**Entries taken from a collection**
⟨

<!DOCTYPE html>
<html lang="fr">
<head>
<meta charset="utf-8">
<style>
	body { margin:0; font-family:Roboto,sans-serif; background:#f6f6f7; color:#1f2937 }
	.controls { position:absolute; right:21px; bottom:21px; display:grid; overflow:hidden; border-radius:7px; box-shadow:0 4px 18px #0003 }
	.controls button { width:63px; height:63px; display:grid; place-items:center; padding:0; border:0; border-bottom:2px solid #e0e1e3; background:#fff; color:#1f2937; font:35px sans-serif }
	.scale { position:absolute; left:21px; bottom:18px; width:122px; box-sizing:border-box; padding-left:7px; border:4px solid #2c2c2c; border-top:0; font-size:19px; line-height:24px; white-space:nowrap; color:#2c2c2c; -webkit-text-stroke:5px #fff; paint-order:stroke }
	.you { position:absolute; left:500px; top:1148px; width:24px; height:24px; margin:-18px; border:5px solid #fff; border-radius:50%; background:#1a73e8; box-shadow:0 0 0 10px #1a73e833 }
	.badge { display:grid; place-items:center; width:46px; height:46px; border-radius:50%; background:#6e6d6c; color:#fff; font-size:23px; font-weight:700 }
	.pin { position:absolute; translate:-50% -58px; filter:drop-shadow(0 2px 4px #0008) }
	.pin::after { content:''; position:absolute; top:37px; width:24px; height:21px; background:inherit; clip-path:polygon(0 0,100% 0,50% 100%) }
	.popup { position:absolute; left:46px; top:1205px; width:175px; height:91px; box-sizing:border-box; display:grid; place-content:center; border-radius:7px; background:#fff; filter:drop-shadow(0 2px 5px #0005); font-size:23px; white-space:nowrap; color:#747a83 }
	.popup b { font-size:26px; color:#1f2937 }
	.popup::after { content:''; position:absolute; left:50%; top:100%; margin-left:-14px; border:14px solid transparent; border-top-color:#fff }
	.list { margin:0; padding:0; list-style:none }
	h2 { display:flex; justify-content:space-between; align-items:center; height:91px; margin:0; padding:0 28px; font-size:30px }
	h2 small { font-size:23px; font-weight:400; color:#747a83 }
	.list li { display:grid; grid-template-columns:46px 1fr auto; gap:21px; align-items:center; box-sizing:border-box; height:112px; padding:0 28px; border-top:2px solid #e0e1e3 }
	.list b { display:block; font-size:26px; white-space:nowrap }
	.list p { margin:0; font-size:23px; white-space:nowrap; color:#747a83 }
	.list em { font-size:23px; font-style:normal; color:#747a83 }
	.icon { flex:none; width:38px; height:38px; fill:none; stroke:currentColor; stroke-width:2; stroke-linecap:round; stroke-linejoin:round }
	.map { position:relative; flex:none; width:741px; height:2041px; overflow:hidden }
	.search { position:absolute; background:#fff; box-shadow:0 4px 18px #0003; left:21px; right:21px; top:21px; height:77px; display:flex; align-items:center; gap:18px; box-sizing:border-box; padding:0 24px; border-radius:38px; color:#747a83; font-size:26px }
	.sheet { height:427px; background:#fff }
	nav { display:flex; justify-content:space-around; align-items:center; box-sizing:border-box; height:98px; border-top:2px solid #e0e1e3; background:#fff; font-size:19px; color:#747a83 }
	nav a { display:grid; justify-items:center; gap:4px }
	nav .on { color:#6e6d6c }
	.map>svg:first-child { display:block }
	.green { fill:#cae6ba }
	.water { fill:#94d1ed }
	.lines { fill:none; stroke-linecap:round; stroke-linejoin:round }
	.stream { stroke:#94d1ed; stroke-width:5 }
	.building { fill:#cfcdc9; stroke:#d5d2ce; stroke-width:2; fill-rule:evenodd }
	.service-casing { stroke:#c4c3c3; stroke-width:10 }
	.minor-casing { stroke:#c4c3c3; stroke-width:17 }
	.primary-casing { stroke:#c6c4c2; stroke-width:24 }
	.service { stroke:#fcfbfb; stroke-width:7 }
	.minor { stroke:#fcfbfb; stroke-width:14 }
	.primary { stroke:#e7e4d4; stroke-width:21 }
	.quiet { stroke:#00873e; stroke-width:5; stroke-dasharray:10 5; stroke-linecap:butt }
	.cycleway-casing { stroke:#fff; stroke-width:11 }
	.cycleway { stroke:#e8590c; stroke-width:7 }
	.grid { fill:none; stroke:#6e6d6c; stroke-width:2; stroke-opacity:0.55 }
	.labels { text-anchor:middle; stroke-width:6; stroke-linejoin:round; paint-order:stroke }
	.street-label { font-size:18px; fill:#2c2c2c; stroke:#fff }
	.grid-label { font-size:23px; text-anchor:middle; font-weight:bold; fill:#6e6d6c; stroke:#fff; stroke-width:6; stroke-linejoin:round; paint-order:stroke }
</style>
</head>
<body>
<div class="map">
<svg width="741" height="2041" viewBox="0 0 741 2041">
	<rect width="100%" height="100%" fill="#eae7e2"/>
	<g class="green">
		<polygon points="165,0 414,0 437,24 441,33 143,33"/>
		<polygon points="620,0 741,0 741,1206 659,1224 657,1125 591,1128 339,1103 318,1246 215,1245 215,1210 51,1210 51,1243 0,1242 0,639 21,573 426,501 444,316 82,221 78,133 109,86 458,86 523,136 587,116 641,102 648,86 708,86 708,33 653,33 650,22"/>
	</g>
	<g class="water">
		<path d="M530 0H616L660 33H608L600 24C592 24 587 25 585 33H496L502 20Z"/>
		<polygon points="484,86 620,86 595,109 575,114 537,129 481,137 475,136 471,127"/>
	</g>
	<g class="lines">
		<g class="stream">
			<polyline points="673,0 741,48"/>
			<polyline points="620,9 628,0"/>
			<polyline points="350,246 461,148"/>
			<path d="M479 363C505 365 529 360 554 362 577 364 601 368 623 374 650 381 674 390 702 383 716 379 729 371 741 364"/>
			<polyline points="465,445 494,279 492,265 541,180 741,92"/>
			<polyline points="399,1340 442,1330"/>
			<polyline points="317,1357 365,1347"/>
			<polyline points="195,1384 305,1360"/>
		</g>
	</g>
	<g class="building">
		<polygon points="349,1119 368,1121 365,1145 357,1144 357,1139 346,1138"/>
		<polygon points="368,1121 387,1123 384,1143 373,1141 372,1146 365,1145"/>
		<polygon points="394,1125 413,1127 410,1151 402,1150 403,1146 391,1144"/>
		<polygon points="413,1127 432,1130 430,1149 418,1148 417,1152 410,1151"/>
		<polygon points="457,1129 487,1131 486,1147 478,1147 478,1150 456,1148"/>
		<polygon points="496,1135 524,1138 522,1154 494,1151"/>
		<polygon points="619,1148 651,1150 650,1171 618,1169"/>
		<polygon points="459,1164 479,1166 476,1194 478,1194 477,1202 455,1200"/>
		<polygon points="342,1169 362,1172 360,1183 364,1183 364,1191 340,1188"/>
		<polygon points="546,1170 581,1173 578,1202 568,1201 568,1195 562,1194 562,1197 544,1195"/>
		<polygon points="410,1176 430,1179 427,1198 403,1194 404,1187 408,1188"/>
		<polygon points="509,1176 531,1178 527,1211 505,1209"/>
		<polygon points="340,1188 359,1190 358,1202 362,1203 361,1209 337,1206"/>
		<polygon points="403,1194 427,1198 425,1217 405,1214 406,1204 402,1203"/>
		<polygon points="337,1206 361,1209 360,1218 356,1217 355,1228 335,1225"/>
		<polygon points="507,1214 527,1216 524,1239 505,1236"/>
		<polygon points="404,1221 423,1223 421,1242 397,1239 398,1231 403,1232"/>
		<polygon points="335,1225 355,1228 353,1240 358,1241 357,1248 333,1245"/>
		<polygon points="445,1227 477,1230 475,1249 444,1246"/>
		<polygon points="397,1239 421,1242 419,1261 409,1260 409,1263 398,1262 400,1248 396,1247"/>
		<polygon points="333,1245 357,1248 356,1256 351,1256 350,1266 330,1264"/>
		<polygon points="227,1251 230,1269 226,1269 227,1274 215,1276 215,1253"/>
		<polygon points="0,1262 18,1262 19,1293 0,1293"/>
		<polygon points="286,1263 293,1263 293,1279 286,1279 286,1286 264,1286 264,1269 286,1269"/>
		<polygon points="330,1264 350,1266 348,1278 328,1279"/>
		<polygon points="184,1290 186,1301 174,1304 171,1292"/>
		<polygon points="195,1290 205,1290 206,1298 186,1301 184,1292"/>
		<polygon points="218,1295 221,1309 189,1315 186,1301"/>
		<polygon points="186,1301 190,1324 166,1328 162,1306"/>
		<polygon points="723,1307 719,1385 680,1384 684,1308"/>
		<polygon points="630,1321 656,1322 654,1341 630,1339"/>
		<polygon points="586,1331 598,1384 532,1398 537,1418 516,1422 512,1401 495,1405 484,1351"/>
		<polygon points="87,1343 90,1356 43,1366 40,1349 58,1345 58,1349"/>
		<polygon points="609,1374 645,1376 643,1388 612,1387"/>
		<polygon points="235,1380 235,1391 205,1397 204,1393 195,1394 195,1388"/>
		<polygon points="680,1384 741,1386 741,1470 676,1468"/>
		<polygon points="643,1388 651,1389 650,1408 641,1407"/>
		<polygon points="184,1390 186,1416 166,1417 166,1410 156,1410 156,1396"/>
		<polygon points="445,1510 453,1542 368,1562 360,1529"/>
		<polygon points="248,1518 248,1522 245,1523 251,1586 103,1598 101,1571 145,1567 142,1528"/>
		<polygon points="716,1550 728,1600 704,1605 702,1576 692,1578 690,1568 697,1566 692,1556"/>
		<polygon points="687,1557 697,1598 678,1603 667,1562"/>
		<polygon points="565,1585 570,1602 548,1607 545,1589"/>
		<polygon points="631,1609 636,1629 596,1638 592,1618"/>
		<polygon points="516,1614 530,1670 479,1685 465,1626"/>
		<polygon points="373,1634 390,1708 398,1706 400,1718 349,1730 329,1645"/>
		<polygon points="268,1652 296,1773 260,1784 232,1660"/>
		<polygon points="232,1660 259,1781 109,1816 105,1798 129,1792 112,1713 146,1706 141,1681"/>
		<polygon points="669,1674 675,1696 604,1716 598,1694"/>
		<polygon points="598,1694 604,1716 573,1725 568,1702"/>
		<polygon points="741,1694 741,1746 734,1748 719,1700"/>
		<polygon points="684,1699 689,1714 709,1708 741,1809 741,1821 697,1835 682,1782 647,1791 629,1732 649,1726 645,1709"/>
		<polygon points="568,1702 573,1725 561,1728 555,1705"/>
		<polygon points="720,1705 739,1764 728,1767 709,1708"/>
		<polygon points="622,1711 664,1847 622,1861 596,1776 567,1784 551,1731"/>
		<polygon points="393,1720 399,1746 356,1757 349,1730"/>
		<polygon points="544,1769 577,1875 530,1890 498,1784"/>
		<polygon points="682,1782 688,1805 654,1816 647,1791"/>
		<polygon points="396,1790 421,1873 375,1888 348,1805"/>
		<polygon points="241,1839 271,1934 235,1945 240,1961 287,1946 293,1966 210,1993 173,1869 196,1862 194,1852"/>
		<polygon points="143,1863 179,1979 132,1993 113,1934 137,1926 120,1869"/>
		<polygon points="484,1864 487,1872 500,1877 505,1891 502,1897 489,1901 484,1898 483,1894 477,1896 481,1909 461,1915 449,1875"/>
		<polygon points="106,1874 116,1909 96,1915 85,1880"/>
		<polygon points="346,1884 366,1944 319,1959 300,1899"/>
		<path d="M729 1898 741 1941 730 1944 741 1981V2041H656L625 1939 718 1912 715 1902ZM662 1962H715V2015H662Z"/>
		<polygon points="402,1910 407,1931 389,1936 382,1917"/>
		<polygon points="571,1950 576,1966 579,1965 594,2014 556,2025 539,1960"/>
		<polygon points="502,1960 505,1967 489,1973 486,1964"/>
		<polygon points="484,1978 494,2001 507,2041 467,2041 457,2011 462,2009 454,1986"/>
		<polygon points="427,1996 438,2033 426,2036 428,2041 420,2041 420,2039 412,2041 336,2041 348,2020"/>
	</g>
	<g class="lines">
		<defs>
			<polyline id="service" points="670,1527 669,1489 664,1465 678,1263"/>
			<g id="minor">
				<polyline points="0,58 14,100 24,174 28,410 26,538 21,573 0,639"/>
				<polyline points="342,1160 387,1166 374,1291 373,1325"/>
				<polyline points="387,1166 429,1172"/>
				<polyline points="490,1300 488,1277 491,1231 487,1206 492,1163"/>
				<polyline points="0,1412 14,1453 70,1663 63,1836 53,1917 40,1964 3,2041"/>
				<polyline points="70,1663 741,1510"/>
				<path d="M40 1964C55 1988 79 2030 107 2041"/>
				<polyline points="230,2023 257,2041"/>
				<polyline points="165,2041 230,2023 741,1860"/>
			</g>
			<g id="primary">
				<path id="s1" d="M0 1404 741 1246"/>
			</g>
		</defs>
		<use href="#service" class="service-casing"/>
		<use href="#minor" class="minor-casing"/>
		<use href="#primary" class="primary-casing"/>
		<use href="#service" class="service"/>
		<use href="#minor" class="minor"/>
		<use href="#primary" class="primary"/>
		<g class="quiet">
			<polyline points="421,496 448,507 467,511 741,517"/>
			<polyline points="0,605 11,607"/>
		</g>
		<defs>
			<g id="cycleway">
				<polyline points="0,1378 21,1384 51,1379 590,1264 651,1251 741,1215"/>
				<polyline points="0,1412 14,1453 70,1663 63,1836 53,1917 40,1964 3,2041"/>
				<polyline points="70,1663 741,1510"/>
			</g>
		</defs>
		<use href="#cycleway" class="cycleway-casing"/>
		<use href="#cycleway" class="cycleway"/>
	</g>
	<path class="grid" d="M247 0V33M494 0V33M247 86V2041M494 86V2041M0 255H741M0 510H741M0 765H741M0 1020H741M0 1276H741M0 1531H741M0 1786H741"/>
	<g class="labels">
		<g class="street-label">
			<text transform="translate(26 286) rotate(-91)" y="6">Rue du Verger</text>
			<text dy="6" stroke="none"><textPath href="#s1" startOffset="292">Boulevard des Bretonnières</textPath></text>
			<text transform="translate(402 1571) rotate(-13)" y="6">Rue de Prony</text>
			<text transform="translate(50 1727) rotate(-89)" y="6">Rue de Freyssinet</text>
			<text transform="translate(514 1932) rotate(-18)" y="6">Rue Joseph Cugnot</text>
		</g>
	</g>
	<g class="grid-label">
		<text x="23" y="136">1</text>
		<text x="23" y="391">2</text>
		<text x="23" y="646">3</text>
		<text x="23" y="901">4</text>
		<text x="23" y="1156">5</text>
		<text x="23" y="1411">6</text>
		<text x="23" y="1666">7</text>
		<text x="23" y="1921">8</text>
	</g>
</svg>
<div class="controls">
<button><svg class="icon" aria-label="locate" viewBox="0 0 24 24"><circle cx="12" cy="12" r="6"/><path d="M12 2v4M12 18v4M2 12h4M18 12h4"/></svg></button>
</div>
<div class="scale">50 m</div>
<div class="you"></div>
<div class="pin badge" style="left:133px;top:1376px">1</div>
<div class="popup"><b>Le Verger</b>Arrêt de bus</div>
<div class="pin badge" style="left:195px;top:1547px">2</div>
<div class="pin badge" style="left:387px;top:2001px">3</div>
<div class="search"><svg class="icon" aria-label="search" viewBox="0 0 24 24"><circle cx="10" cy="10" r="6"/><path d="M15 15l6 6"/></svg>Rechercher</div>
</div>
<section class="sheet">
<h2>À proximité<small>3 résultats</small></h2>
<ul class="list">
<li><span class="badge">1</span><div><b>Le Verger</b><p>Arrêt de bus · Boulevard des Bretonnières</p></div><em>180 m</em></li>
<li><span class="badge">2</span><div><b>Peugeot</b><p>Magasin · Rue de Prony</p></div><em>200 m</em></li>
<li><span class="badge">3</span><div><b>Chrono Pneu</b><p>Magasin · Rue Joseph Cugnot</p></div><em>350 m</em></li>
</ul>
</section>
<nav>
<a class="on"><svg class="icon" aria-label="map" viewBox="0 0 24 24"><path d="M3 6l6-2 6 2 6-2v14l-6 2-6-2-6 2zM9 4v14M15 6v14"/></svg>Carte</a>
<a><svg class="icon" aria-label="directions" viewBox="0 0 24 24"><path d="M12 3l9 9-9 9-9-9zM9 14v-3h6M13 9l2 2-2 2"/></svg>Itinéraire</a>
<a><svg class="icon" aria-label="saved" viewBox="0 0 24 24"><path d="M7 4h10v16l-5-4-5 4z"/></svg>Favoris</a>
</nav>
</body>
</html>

⟩

**WORK ITEM**
Using the records above, pull out each line where the word "list" occurs.

**TASK RESULT**
	.list { margin:0; padding:0; list-style:none }
	.list li { display:grid; grid-template-columns:46px 1fr auto; gap:21px; align-items:center; box-sizing:border-box; height:112px; padding:0 28px; border-top:2px solid #e0e1e3 }
	.list b { display:block; font-size:26px; white-space:nowrap }
	.list p { margin:0; font-size:23px; white-space:nowrap; color:#747a83 }
	.list em { font-size:23px; font-style:normal; color:#747a83 }
<ul class="list">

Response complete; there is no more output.